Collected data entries
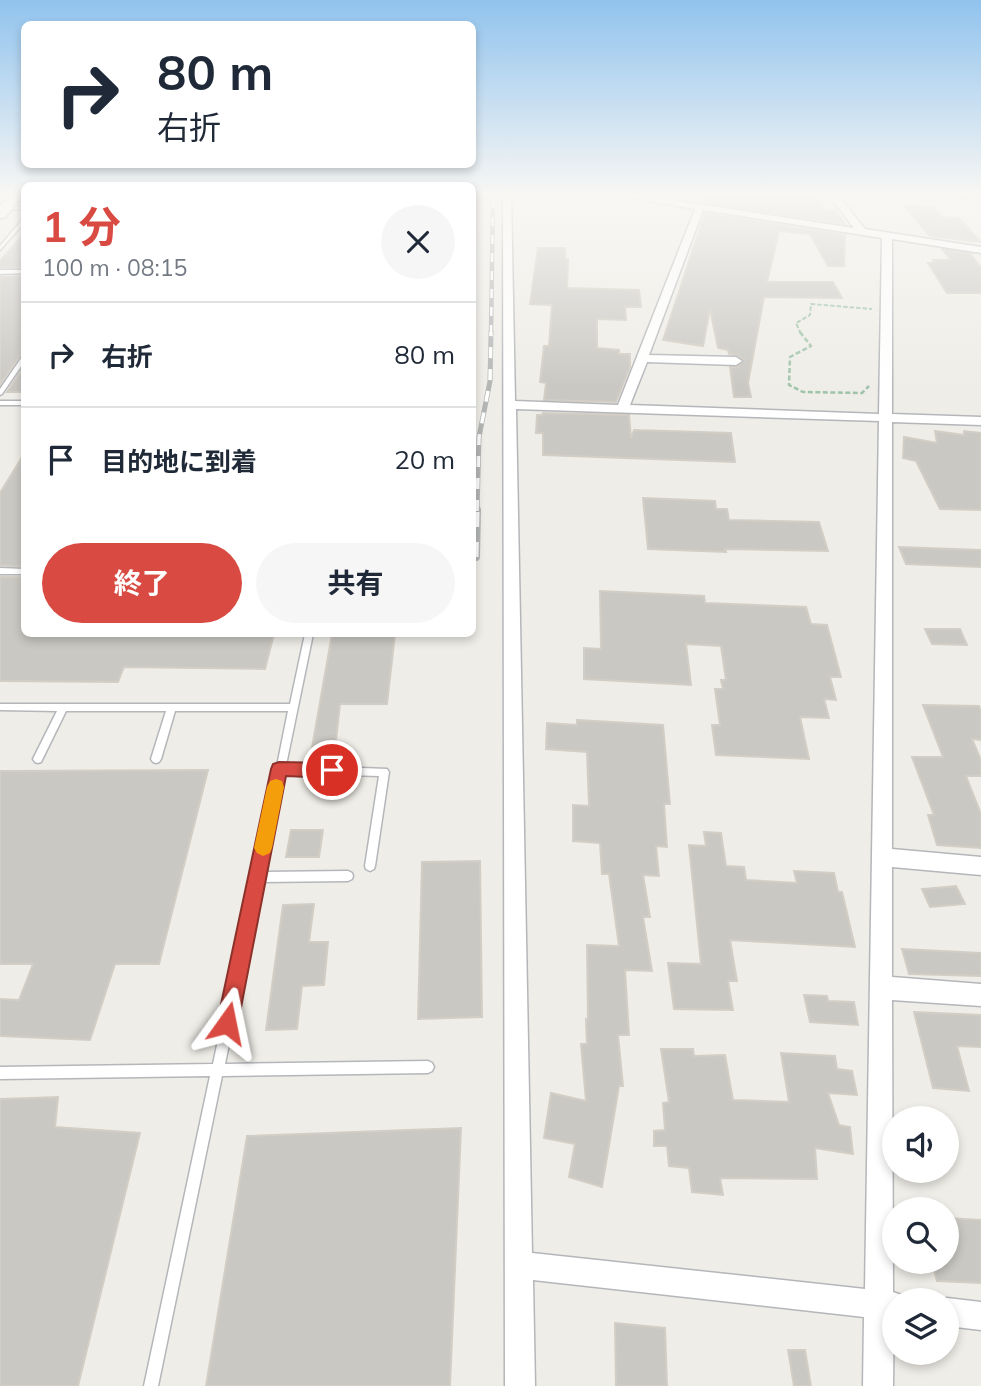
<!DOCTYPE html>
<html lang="ja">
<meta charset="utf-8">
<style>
body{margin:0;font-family:Mulish,"Noto Sans JP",sans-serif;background:#f6f6f7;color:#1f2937;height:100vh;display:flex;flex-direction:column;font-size:26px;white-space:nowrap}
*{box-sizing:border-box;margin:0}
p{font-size:23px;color:#747a83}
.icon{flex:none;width:38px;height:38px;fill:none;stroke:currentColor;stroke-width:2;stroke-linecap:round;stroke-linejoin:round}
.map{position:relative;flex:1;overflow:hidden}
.panel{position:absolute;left:21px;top:182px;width:455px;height:455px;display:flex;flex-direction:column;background:#fff;border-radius:10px;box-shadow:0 4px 10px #0003}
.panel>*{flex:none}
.hud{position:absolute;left:21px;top:21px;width:455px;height:147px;border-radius:10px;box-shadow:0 4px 10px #0003;background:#fff;color:#1f2937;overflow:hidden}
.buttons{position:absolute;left:882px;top:1106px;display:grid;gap:14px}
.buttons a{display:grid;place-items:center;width:77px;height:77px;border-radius:50%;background:#fff;box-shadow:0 4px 10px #0003;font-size:35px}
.pin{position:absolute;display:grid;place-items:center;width:60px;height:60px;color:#fff;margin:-30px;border:4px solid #fff;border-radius:50%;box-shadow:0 2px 7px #0007}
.me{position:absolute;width:77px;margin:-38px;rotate:12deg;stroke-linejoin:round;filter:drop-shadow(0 0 5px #0008)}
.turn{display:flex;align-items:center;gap:24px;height:147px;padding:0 21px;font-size:32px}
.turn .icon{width:91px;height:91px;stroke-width:2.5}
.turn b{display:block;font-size:49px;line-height:60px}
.round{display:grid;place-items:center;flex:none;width:74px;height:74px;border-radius:37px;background:#f6f6f7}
.head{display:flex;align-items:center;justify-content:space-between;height:119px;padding:0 21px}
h1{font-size:42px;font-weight:700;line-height:52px;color:#d94b42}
.action{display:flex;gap:14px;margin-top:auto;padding:14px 21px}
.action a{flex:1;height:80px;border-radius:42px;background:#d94b42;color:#fff;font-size:28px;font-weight:700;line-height:80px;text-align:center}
.action a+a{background:#f6f6f7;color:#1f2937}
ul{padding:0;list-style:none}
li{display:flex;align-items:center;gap:21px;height:105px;padding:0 21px;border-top:2px solid #e0e1e3}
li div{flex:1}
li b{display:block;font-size:26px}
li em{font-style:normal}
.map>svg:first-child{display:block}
.building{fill:#cac8c3;stroke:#d3cec5;stroke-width:2}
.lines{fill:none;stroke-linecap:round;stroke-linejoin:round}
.lane-casing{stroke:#b4b6ba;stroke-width:3}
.street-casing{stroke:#b4b6ba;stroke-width:3}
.secondary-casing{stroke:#b3b5ba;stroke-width:4}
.path-far1{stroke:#9fc4a9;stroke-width:2;stroke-dasharray:4.5 2;stroke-linecap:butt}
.path{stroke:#9fc4a9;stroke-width:2.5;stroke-dasharray:5 2.5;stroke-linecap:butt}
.lane{fill:#fff;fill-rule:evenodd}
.street{fill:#fff;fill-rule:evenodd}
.secondary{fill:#fff;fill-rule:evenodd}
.rail-far2-casing{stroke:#b4b5b5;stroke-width:4.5}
.rail-far1-casing{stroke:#b4b5b5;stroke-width:5}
.rail-casing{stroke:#b4b5b5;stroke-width:8}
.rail-far2{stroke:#fff;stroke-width:2.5;stroke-dasharray:9;stroke-linecap:butt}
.rail-far1{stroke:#fff;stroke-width:3.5;stroke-dasharray:11;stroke-linecap:butt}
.rail{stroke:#fff;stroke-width:5;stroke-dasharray:15;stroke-linecap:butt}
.route{fill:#d94b42;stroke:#8d312b;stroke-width:2}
.slow{fill:#f59e0b}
</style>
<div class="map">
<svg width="981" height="1386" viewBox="0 0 981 1386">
<rect width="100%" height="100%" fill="#efede7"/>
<g class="building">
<path d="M697,194H815L826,210H835L845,224L700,202Z"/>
<path d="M904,206H926L933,207L942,217L959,218L981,242L930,236Z"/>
<path d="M705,213L845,235L844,266H828L810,234L779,231L767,282H833L842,298L764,297L748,383L751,397H734L730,367H737L744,360L737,355L729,354L728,350L718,348L710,309L703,346L663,340Z"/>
<path d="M24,234V268L0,267V261Z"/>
<path d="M538,248H565V259H568L567,288L639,290L641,307H625L626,320L597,319V348L619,350V354H630V367L616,402L544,400L546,383L540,382L544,346H549L552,305L530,304Z"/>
<path d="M942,249L971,254L981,268V293H947L928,263H935L933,260H951Z"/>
<path d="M24,276V353L20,356L0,384V277Z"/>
<path d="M24,366V392H7Z"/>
<path d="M543,413L629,415L631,438L634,430L731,433L735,462L543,455V433H536L537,415H542Z"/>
<path d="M935,431L964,435V431L981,433V510L940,509L916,461L903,458L904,437L937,443Z"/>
<path d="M24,454V567L0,565V493Z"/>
<path d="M643,498L715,501L716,509H727L729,520L819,522L828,551L725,549L726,552L648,549Z"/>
<path d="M899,547L981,550V567L906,564Z"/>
<path d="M24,577V634H274L265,669L124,667L118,682L0,681V577Z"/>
<path d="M600,591L704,596L705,603L806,607L811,624L827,625L841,677H830L836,700L824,699L829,718L800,717L809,759L716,755L712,725H720L715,689H723L721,680H726L721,646L686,644L691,685L584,679V648L601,649Z"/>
<path d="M925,629H960L967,645L932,644Z"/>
<path d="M332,634H395L387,704H340L334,758L310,759Z"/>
<path d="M923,705L979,706L981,712V740L972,739L981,760V776H966L981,814V848L937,845L928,815H934L912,757H943Z"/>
<path d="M577,720L663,725L670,804H664L667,847L656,846L659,876L643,875L650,917H643L652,971L625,970L629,1035H618L623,1086H619L602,1187L569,1177L575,1144L544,1138L551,1093L586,1101L581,1044H587L586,1019H588L587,945L619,946L609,874H602L600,843L573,841V805L589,806L587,752L546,749L547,723L577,725Z"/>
<path d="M208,770L159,964H115L90,1040L0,1036V999L19,1000L33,964H0V771Z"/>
<path d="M291,830H323L319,857H286Z"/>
<path d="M704,832L721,833L726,866L744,867L746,880L797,883L794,871L834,873L838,892H842L855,947L730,940L737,981H728L733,1010L674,1009L668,963L701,964L689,845L706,846Z"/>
<path d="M480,861L482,1017L418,1019L422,862Z"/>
<path d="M956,886L965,904L930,907L922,889Z"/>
<path d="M314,904L309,942H328L324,985L302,986L297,1029L266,1030L283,905Z"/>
<path d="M902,949L981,953V976L909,974Z"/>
<path d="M804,995L827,996L828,1001L854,1002L858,1025L810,1022Z"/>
<path d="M914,1012L981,1015V1047L957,1046L969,1091L933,1088Z"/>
<path d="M661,1049H693L694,1056L725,1055L733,1100L789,1102L781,1053L835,1056L837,1069L852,1071L857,1095L828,1093L839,1125L850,1127L853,1154L815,1148L817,1179L720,1178L723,1195L692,1192L689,1168L669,1166L667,1146H654V1131L665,1130L663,1103L669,1102Z"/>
<path d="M58,1097L55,1127L140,1133L78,1386H0V1099Z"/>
<path d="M461,1128L450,1386H206L247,1136Z"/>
<path d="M947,1218L981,1220V1283L937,1281L932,1262H947Z"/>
<path d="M615,1323L665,1328L667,1386H616Z"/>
<path d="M788,1350H805L811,1386H794Z"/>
</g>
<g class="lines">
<g class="lane-casing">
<g id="lane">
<rect x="3" y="207" width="21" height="2"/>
<path d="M22,220H24V223L0,250V246Z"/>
<path d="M0,270H24V273L0,274Z"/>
<path d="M24,356V362L2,394L0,395V389L22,357Z"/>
<rect x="0" y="401" width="24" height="4"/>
<path d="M0,568L24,569V574H0Z"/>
<path d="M305,634H313L286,765L387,769L389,772L375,866L374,869L370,871L366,869L365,866L379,776L284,773L264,872L348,871L352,873L353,876L352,879L348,881L262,882L225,1064L428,1061L432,1063L434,1067L432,1071L428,1073L222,1076L158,1386H144L210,1076L0,1079V1067L213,1064L275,771L274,769L277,766L288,711H175L161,759L159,762L156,763L153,762L151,759L166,711H66L41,762L38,763L35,762L33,759L57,711L0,710V704H290Z"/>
</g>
</g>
<g class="street-casing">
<g id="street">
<path d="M503,194H511L515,401L618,405L695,209L610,194H632L854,228L828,194H837L865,229L981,247V253L892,239V414L981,417V425L892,422V849L981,857V875L892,867V977L981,984V1006L892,1000L893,1292L904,1296L906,1300H894L893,1386H863L864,1317L533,1280L535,1386H505ZM703,210L882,238L879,414L630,405L647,362L736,365L742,361L736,357L649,355ZM516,409L879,421L865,1289L532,1253Z"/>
<path d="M947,1298L981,1302V1330L947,1326V1300H941Z"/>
</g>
</g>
<g class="secondary-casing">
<path id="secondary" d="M11,194H24L5,217L0,218V206Z"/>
</g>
<path class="path-far1" d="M801,334L796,323L810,315L811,304L872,309"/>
<path class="path" d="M800,332L811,346L790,357L789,385L803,392L862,393L869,386"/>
<use href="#lane" class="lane"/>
<use href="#street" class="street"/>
<use href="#secondary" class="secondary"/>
<g class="rail-far2-casing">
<g id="rail-far2">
<path d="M934,194L981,201"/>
<path d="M491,334L493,194"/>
</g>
</g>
<g class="rail-far1-casing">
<path id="rail-far1" d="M477,511L479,437L490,381L491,332"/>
</g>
<g class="rail-casing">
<path id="rail" d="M476,557L477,510"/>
</g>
<use href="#rail-far2" class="rail-far2"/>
<use href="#rail-far1" class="rail-far1"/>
<use href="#rail" class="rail"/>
</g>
<linearGradient id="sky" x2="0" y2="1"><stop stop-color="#91c3ee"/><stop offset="0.5" stop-color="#f8f7f4"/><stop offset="1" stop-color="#f8f7f4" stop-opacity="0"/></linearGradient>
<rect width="981" height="388" fill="url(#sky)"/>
<path class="route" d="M279,762L332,763L338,765L340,770L338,775L332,778L286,776L238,1023L235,1030L227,1033L220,1030L217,1023L271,769L273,764Z"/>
<path class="slow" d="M276,779L282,781L284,787L272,848L270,853L263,856L257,853L254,848L267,787L270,781Z"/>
</svg>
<div class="buttons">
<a><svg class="icon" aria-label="sound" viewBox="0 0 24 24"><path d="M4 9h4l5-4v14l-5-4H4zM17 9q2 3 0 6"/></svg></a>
<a><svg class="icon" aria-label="search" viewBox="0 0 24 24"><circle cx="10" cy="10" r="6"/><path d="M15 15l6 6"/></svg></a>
<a><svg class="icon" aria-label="layers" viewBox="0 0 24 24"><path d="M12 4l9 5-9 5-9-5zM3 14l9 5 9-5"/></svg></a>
</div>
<div class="pin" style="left:332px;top:770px;background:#d93025"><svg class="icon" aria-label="arrive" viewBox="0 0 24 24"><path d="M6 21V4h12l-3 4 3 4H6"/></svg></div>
<svg class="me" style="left:227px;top:1023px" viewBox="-20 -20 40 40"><path d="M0-17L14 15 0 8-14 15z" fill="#d94b42" stroke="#fff" stroke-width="4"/></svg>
<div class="hud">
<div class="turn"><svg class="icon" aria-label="right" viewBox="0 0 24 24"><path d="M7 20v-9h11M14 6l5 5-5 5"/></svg><div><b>80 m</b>右折</div></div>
</div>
<section class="panel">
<div class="head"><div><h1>1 分</h1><p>100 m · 08:15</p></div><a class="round"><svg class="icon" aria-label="close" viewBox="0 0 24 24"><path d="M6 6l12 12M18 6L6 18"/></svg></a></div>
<ul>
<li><svg class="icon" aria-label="right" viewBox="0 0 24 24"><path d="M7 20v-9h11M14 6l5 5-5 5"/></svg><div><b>右折</b></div><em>80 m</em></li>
<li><svg class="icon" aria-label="arrive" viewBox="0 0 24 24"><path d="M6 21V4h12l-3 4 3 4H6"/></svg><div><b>目的地に到着</b></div><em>20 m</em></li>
</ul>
<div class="action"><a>終了</a><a>共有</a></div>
</section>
</div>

Brief: Show the lines above that include "rule".

Response area:
.lane{fill:#fff;fill-rule:evenodd}
.street{fill:#fff;fill-rule:evenodd}
.secondary{fill:#fff;fill-rule:evenodd}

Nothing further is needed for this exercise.